If this were thirty or forty years ago, the picture might have starred the earnest young Kurt Russell or the boyish, not-yet-dissolute Jan-Michael Vincent, but Frakes and his cohorts have been fortunate to secure the services of an eminently suitable substitute in Jesse Bradford. Bradford, who first came to attention as the sweet-natured but struggling protagonist of Steven Soderbergh’s wonderful “King of the Hill” (1993), is the rare young actor who can play a smart-alecky teen without being grating in the process. (To be perfectly honest, at twenty-two he’s a bit long in the tooth to be going the high school route again, but his charm gets him by.) There’s a naturalness to his cheekiness and a simple likableness in his manner that deflect the inclination to dismiss his character, Zak Gibbs, as a self-centered twit. It’s a good thing that “Clockstoppers” has him, because otherwise the cast doesn’t bring much to the party. Paula Garces is a colorless romantic interest, and Garikayi Mutambirwa tries unsuccessfully to instill some energy into the all-too-stock part of Zak’s best friend Meeker, a nerdy dude who’s all too obviously the Token Black Guy (an obligatory presence highlighted in the recent “Not Another Teen Movie”). (His total absence from the picture’s last act is simply embarrassing.) The adults surrounding the youngsters prove a pretty pallid group. Robin Thomas and Julia Sweeney make a dull set of parents–Sweeney in particular is grievously underused–and the fact that a little of French Stewart, the dumb-as-a-post alien from “3rd Rock from the Sun,” goes a long way is evidenced by the protracted footage he’s given as the guy who unwittingly invents the magical watch for the wrong people. Then there’s Michael Biehn, of “Terminator” fame: as the chief villain he scowls and barks out orders with all the charisma of a born-again Ray Milland.
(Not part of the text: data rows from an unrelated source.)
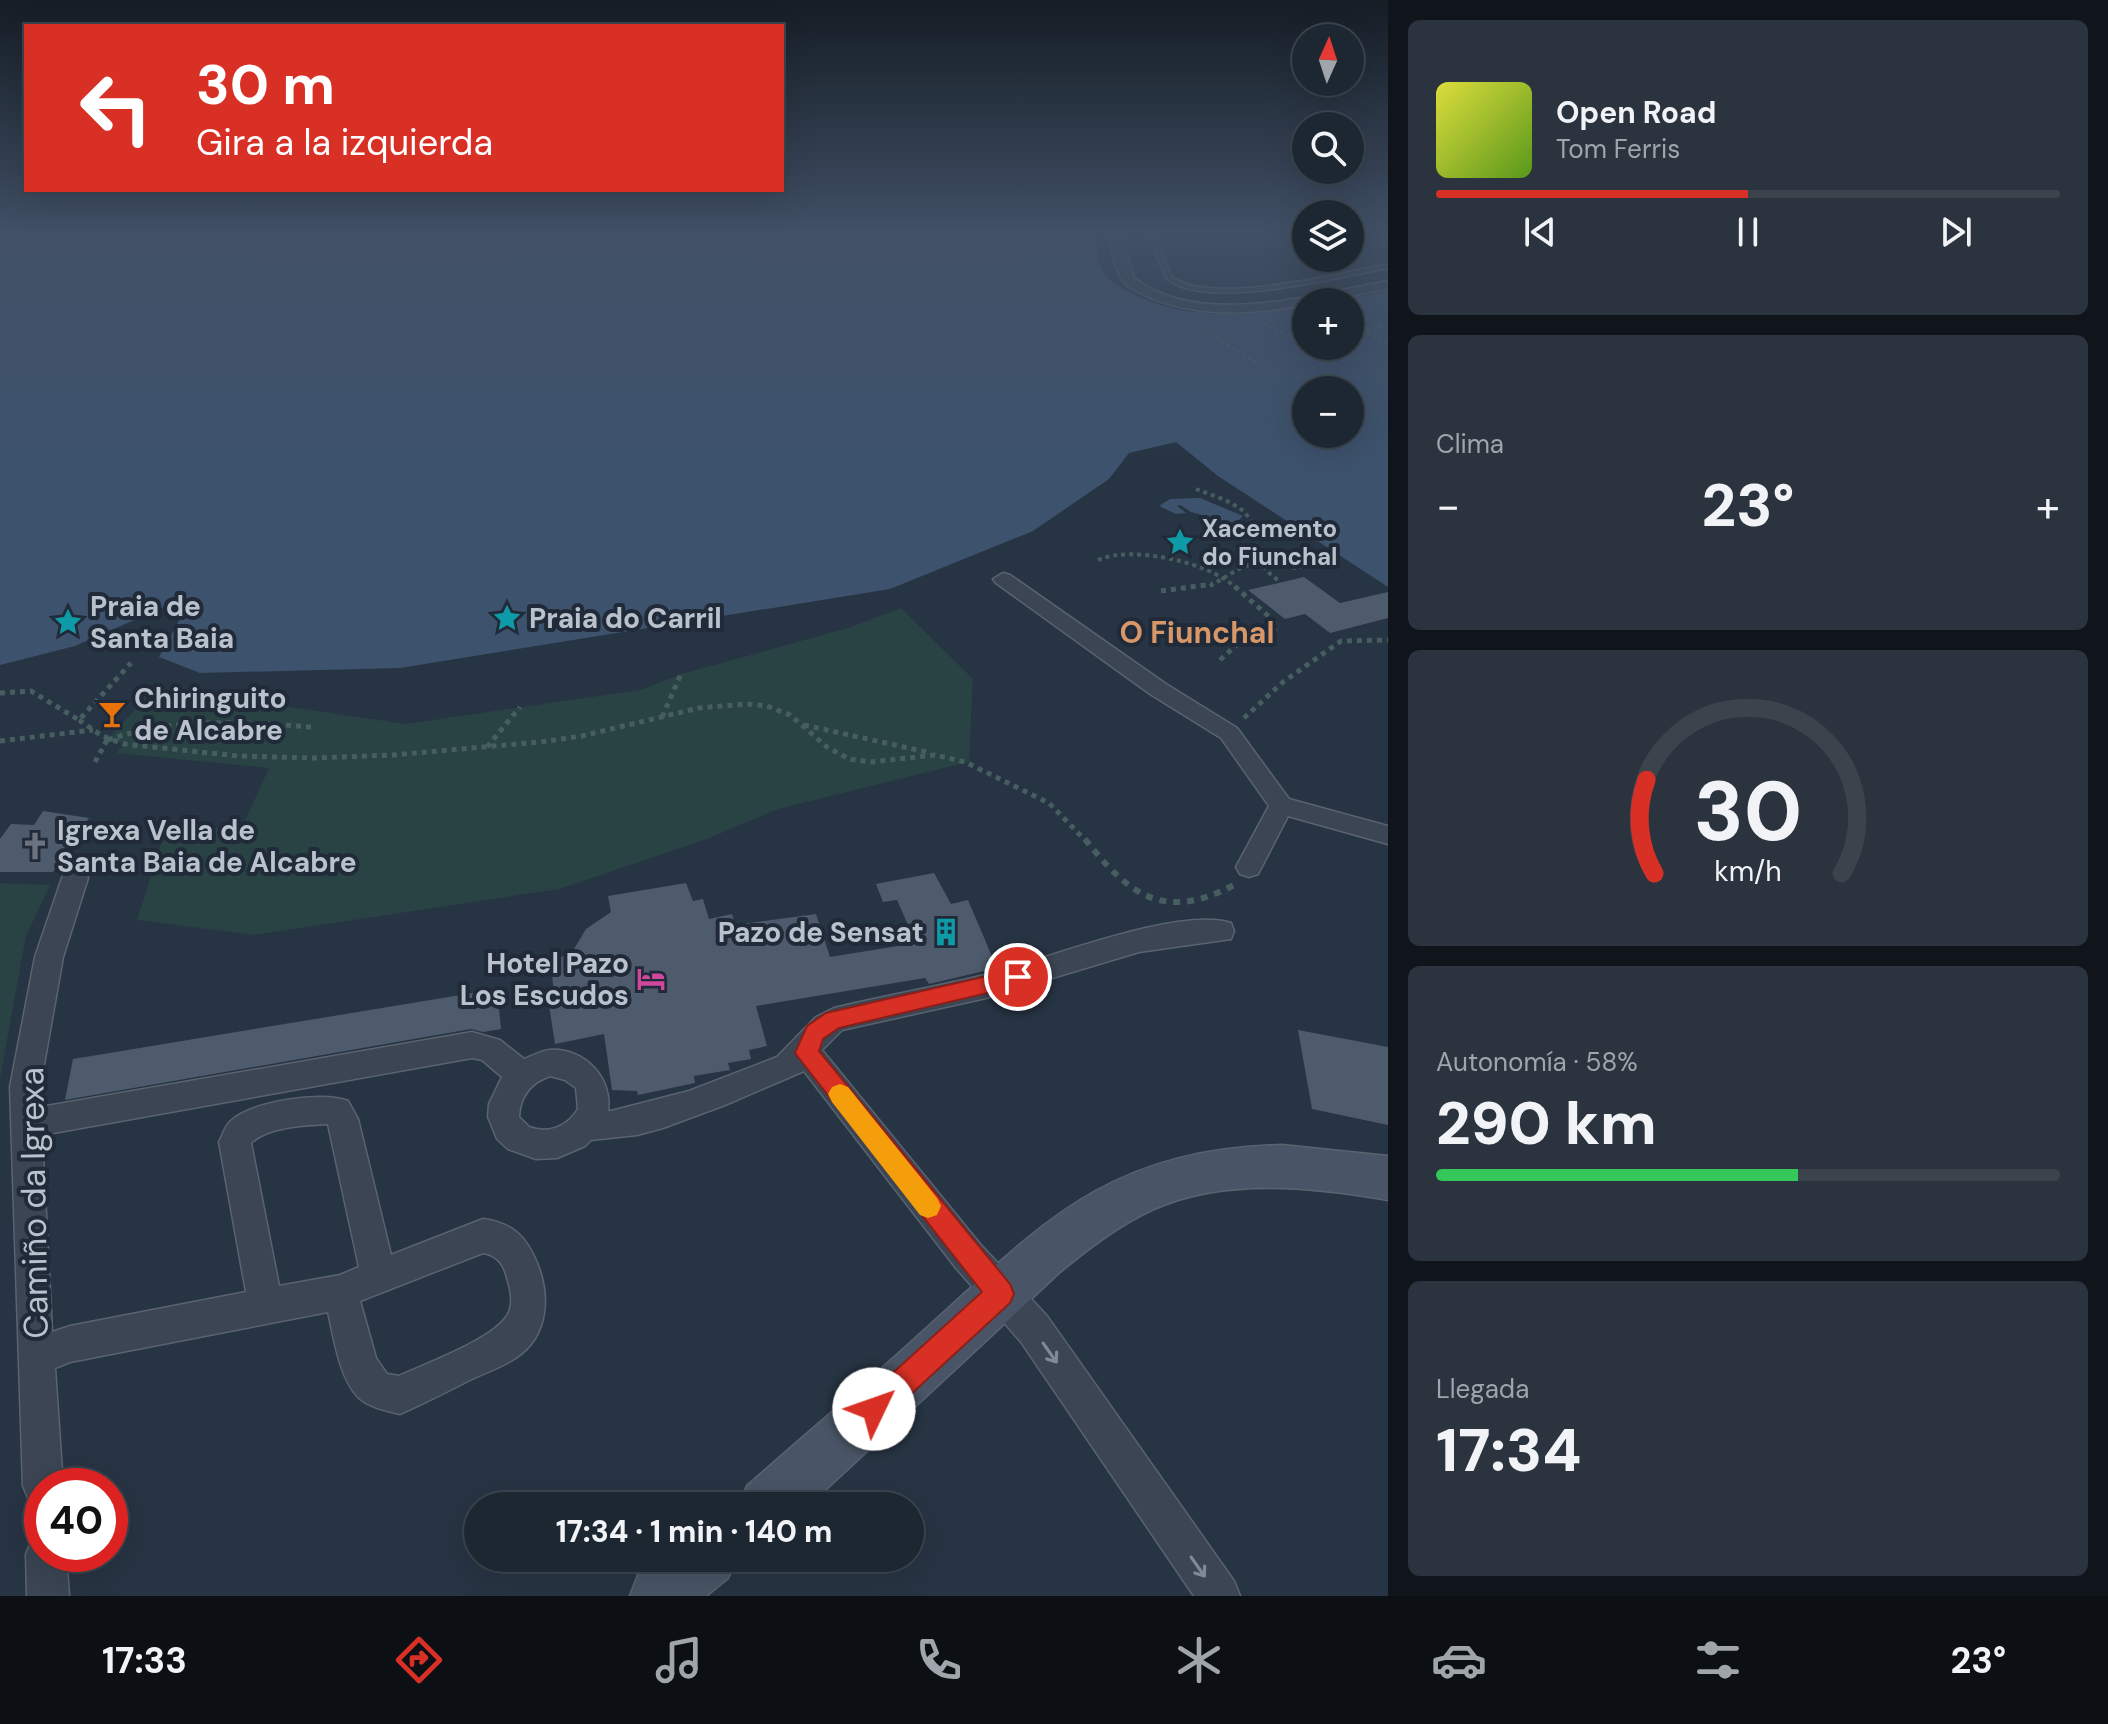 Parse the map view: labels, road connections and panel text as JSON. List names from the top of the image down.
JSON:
{
  "streets": {
    "street": ["Camiño da Igrexa"]
  },
  "districts": ["O Fiunchal"],
  "places": {
    "place": ["Xacemento do Fiunchal", "Praia do Carril", "Praia de Santa Baia"],
    "bar": ["Chiringuito de Alcabre"],
    "church": ["Igrexa Vella de Santa Baia de Alcabre"],
    "building": ["Pazo de Sensat"],
    "hotel": ["Hotel Pazo Los Escudos"]
  },
  "north": "top",
  "page": {
    "map_buttons": ["+", "−"],
    "turn": ["30 m", "Gira a la izquierda"],
    "song": ["Open Road", "Tom Ferris"],
    "tile": [
      "Clima",
      ["Autonomía · 58%", "290 km"],
      ["Llegada", "17:34"]
    ],
    "heat": ["−", "23°", "+"],
    "limit": "40",
    "trip": "17:34 · 1 min · 140 m",
    "tabs": ["17:33", "23°"],
    "gauge": ["30", "km/h"]
  }
}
Still, while “Clockstoppers” is far too tepid and unspectacular to be anything but a harmless time-killer–it’s really no better than a movie made for a child-friendly cable network–Bradford’s ebullience and Frakes’ tastefulness make it more palatable than it would otherwise have been. (At least they help one to overlook the absurdity of the premise and the fact that the various speeds at which people and objects move in the story aren’t properly correlated–something acutely obvious in a sequence in which an unseen Zak helps the uncoordinated Meeker dance.) As for the effects, they’re what might best be described as workmanlike, though one moment involving a slowed-down water sprinkler has a smidgen of magic. (Unfortunately, in the numerous shots of Zak walking among people stopped dead in their tracks, the Herculean effort of the extras to try to remain still is all too obvious: the budget clearly couldn’t support any sophisticated visual trickery at such points, and so we’re left watching actors struggling not too breathe too noticeably or to blink.) Otherwise the production has a professional sheen. But the final product is more suited to video store shelves and TV screens than modern multiplexes, where it will seem like an artifact, pleasant enough but slightly moldy, from a distant, more naive time.